Microsoft will tell you its Xbox One X is hot stuff - but one owner says the world's most powerful console is proving a little too warm for comfort.

Andy Eggleton, 44, from Cottingham in Yorkshire, told Eurogamer his Xbox console is accidentally switching on the electric fireplace in his lounge.

His fireplace - an Endeavour Fires brand Castleton Electric Fireplace Suite - is designed to be remote controlled. You can switch the fire on and off and select temperature and brightness options, but these are meant to work with the fireplace's own remote control - not an Xbox.

I have to admit, when Eggleton got in contact this week via an email with the subject line "Help! My Xbox One X has started turning on my electric fire!", I was sceptical. But he was keen to provide evidence for this burning issue.

"I was thinking we must have a poltergeist or something. My missus said it must be a fault with the fireplace."

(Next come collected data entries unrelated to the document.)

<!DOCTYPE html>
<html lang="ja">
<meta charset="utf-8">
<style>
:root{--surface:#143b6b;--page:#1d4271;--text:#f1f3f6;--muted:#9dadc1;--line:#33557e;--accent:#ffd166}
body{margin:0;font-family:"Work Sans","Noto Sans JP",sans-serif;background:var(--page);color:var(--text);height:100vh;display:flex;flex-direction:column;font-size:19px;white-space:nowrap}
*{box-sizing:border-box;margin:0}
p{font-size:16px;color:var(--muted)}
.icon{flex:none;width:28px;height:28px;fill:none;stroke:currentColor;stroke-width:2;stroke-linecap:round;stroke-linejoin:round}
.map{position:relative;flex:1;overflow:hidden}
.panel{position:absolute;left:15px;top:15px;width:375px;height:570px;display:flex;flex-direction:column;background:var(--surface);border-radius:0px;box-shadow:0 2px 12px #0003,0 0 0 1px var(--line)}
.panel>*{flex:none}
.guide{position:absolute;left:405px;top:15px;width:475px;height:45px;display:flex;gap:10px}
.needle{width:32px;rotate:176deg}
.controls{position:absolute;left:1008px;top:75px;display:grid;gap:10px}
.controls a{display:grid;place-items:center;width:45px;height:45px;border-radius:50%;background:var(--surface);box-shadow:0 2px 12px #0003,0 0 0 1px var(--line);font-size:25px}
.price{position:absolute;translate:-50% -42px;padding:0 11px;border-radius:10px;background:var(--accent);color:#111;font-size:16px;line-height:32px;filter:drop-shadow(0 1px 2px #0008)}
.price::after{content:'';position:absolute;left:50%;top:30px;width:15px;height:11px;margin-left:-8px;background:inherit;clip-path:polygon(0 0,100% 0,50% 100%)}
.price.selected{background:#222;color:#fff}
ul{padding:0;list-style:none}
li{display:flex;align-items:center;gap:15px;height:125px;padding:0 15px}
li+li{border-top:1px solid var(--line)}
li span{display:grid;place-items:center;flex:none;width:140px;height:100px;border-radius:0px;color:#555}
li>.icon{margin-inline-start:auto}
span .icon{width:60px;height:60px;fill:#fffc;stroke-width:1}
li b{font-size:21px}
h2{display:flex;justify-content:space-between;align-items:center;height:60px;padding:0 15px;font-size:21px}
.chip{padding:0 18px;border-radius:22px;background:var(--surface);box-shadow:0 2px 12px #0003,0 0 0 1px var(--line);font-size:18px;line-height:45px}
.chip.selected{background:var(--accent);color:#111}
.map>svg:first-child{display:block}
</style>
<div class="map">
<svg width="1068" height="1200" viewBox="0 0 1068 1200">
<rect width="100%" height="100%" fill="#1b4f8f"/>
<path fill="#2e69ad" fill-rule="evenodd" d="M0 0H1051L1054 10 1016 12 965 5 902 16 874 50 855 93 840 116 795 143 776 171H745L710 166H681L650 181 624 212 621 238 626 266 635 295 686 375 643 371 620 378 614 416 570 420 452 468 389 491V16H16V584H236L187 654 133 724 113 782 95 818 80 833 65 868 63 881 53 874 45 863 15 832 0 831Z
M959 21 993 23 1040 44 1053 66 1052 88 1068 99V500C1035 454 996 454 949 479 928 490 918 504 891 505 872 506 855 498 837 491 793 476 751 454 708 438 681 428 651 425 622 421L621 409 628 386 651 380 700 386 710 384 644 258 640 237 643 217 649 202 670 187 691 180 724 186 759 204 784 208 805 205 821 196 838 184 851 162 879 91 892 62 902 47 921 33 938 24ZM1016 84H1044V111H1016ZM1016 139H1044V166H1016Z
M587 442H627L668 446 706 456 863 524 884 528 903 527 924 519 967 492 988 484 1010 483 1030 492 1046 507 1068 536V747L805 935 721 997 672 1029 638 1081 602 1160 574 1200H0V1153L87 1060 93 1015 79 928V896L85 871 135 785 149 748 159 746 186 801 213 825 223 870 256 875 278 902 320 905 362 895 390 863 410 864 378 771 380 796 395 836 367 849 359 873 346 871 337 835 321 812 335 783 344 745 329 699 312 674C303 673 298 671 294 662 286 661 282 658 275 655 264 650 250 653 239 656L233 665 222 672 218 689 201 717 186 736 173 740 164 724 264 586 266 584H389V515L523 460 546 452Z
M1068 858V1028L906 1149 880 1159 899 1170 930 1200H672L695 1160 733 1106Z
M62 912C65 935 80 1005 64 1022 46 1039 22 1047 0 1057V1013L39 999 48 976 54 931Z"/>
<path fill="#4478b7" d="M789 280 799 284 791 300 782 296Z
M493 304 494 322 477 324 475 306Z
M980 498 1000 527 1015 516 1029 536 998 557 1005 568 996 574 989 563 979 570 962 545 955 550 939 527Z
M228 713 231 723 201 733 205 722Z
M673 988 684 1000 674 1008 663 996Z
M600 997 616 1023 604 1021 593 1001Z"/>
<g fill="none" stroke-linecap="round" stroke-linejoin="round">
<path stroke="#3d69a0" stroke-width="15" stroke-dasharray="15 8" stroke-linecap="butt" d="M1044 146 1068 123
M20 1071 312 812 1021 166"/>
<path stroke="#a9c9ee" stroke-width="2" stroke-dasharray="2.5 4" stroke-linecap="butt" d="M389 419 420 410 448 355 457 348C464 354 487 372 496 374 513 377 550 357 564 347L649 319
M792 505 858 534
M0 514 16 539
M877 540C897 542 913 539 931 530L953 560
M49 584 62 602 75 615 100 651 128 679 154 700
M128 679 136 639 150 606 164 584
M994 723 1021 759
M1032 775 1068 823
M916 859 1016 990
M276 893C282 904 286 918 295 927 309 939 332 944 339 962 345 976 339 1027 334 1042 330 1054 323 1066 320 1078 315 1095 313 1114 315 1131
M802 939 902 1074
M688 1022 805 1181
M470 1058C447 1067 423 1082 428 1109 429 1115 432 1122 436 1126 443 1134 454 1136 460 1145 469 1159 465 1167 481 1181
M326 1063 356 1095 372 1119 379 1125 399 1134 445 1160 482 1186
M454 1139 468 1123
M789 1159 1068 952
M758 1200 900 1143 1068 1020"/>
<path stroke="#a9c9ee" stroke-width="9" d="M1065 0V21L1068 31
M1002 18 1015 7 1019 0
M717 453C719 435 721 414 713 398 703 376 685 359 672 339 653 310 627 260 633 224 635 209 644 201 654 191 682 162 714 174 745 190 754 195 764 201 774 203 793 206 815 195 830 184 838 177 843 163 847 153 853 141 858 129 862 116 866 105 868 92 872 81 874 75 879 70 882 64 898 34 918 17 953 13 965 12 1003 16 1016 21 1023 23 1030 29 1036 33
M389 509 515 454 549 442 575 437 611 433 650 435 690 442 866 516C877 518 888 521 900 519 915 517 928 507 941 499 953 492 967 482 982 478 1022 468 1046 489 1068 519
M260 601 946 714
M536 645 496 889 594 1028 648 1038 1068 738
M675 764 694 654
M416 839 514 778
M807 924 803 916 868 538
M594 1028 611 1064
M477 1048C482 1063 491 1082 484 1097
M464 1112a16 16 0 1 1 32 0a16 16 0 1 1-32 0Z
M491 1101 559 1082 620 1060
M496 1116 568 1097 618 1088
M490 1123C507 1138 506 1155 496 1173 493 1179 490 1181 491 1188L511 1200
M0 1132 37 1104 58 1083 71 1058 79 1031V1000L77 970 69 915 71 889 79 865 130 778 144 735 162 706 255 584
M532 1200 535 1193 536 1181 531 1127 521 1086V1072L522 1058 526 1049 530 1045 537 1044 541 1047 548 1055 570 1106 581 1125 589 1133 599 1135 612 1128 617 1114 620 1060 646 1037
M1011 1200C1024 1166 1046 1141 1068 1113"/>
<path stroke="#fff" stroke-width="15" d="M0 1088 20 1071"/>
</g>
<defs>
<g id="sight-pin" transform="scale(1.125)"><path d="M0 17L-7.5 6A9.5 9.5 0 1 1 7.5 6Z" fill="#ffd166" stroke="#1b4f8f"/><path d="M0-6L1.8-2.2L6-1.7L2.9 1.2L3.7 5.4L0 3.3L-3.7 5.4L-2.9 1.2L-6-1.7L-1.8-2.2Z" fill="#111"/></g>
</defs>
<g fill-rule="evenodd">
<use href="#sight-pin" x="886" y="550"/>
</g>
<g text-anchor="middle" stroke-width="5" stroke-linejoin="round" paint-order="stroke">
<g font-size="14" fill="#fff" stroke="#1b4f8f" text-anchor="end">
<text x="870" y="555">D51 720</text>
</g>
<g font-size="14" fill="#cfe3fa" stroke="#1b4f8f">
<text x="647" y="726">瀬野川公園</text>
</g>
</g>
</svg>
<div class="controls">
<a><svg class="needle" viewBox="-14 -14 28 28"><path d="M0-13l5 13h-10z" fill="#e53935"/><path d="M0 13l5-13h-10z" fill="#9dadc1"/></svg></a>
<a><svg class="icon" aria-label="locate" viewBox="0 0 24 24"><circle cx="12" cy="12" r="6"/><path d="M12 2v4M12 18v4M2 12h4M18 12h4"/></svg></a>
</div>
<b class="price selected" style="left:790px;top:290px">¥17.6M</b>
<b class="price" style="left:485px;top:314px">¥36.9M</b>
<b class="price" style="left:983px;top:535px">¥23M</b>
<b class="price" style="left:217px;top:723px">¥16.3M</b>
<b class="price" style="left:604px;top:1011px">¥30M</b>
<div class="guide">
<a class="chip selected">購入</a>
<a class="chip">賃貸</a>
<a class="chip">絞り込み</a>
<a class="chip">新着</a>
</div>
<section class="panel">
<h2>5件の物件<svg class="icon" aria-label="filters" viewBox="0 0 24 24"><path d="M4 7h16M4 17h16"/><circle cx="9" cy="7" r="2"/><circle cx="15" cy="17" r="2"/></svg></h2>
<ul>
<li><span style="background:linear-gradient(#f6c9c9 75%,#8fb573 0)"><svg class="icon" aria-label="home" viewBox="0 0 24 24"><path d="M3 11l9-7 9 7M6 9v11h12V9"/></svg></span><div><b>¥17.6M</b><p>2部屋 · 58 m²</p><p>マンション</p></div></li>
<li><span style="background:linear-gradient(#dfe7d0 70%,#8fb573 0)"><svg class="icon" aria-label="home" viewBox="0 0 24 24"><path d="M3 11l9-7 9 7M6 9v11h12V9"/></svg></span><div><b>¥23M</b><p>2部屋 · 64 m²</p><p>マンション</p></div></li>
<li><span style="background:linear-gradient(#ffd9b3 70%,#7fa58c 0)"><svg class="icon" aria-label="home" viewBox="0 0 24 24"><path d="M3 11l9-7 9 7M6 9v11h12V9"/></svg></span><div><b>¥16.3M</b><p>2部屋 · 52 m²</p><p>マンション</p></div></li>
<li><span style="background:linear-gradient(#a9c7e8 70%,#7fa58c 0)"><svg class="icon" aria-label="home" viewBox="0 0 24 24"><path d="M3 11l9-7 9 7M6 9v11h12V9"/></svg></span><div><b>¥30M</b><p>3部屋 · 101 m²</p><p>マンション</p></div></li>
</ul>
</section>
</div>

"My initial thought was the batteries were going in the fireplace remote," Eggleton told me when I gave him a call to find out more. "So I took the batteries out the remote and the fireplace didn't turn on again that evening. But then the next night the fire turned on again - and the batteries weren't in the control.

"I was thinking we must have a poltergeist or something. My missus said it must be a fault with the fireplace."

Eggleton realised the fire was switching on whenever he was sitting down to play video games of an evening. He would turn on his console via the button on its front and a few seconds later, his fireplace would kick into gear. He tried it again and again, and videoed it happening. I asked to see the video. He sent it over.

Red ring of fire.Watch on YouTube

Of course, Eggleton could be hiding a remote off-screen. Someone else could be in the room operating things. I asked him if he wouldn't mind demoing the issue live to me via Facetime - and so last night through an extensive video chat we ruled out any of those things, and he gleefully showed me the same thing in real time, again and again. It was bizarre.

"Don't get me wrong, I think it's really cool," Eggleton said. He's not annoyed about the issue - just a bit perplexed why it has started happening now.

"I've had the X since it came out - the Scorpio edition - and the fireplace since last December and it's never happened before."

So what's going on? I asked Digital Foundry's John Linneman for the technical lowdown on how an Xbox console could turn on a fireplace, and hoped he wouldn't start a flame war. Did he believe Eggleton's story?

"Sure," John said. "The remote for my TV causes my LED lights to colour cycle. IR signals can interfere with other devices causing weird behaviour."

The fireplace's remote control, and an Xbox One controller.

I felt like we were getting warmer, but the mystery remained why this had only started happening recently. Microsoft has given no official indication the Xbox One X's IR blaster - which floods a room with infrared signal to find any nearby controllers, and was presumably triggering the fireplace - had suddenly upped its strength or sensitivity. Eggleton hadn't suddenly moved his Xbox and fireplace closer together. He hadn't changed anything at all, he told me.

Eggleton has phoned Microsoft's customer support line for help, although they were just as baffled. Initially, they thought he was phoning to report the Xbox itself was on fire instead.

"They said, thank you for ringing it seems you have a real problem here, can you still see flames coming from your console?"

When contacted by Eurogamer, Microsoft was unable to comment officially in time for this article's publication.

This morning, I phoned Endeavour Fires, the Yorkshire firm which made Eggleton's fireplace. When I said I had heard about the issue, they asked if I was Eggleton himself, who had been in contact with via email about his fireplace. He had asked them if they had a solution. They did not.

"I can't think of any reason why an Xbox would start to control our fire," a customer service rep told me. "It's very strange."

Eggleton says he won't stop using his Xbox - or his fireplace - although will continue hunting for clues as to why the two suddenly work together. In the meantime, it means one less remote control to worry about, and a grate party trick. Lit.